Compared to the RGF group, LTF patients had a lower cumulative proportion of pericarditis (1/35 vs.16/55), proteinuria (10/35 vs. 30/55), hemolytic anaemia (1/35 vs. 10/55), thrombocytopenia (5/35 vs. 21/55) and Hughes syndrome (2/35 vs. 13/55) (p<0.05). Pulmonary damage and peripheral vascular damage were observed only in RGF patients (9/55 vs. 0/35, p=0.011; and 8/55 vs. 0/35, p=0.021, respectively).

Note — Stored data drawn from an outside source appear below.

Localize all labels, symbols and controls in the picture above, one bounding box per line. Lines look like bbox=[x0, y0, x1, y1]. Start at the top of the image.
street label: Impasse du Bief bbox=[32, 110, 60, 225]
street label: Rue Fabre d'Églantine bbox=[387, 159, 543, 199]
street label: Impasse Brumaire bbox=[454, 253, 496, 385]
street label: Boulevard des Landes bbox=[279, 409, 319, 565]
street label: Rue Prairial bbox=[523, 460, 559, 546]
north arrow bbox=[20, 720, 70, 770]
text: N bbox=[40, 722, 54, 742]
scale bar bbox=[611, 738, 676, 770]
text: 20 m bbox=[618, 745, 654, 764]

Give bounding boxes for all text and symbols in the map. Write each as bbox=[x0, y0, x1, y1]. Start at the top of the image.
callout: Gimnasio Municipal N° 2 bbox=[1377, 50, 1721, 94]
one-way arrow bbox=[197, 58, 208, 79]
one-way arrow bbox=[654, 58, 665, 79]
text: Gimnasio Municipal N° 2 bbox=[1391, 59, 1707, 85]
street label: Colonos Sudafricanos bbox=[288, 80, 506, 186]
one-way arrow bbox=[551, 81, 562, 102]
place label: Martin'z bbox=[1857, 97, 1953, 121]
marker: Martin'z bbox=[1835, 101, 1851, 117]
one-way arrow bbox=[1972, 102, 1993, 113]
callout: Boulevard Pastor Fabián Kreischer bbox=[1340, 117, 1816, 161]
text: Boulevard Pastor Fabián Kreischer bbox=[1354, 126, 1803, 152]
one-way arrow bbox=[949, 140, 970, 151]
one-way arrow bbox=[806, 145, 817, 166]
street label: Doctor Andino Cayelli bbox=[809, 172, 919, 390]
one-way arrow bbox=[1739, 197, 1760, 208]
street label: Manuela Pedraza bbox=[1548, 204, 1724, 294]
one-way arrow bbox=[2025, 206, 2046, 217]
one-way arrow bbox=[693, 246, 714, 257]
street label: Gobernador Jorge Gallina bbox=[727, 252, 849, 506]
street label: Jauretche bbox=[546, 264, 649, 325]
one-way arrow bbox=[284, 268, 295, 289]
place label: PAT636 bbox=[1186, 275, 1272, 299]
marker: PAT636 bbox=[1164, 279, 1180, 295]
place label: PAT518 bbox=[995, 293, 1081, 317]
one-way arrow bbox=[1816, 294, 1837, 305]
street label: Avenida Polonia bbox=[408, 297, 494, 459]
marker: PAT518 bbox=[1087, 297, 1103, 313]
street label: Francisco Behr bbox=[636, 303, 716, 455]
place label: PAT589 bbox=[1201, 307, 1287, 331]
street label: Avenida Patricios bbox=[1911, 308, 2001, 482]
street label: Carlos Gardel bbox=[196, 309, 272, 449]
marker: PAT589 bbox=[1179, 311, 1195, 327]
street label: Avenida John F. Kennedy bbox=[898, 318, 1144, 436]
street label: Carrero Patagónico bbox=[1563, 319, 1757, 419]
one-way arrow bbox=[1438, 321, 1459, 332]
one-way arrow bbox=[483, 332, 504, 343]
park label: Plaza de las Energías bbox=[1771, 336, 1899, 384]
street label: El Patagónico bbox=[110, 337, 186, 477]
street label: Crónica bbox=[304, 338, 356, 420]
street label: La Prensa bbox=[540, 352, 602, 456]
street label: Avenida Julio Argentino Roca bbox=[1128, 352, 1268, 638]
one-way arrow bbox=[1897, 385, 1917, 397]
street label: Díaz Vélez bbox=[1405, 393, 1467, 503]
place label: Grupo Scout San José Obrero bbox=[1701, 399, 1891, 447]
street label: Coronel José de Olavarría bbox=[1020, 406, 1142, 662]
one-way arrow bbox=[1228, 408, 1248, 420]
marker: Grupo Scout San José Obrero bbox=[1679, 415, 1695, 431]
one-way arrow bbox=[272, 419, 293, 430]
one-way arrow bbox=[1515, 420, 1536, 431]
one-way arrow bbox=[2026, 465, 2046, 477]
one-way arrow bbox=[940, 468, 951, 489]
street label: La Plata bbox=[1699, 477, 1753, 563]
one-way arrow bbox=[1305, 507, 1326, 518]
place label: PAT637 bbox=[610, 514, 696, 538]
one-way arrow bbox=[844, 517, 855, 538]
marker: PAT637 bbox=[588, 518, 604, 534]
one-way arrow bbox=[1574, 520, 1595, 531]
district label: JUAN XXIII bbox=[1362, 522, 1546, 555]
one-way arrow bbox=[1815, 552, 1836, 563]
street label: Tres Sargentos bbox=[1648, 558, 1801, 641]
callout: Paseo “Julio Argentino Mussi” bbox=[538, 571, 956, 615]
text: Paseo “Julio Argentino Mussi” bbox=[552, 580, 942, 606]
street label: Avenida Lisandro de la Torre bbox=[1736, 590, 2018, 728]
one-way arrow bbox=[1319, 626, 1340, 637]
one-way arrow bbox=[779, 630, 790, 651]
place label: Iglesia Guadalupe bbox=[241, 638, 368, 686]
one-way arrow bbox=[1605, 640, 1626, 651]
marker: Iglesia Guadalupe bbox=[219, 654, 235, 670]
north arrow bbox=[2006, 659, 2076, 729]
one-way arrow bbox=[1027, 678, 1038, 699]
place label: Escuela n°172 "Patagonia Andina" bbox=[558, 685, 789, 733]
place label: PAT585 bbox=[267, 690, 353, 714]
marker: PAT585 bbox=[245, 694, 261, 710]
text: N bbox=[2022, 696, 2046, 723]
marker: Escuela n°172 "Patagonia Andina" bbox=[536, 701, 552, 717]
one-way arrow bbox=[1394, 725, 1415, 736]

LTF patients also had a lower proportion of cardiomyopathy (7/35 vs. 24/55, p=0.021)

RGF patients died more frequently from active lupus compared to their LTF counterparts (24/55 vs. 2/35, p<0.001), while no difference was observed between the proportions of death from infections, cardiovascular diseases, malignancies and unknown causes (figure 1). SLE was reported in death certificates of 30/55 RGF patients compared to only 11/35 LTF patients (p=0.032). Compared to the RGF group, a lesser proportion of LTF patients died in the hospital (17/35 vs. 46/55, p=0.004).

Abstract THU0357 – Figure 1

Causes of death according to follow-up status

Conclusions A lower proportion of LTF patients exhibited features of active SLE over their disease course. This may have led to underrecognition of SLE as a contributor to death.

References [1] Calvo-Alen J, et al. Rheumatology2005;44:1186–9.

[2] Abu-Shakra M, Novack V. J Rheumatol2012;39:458–60.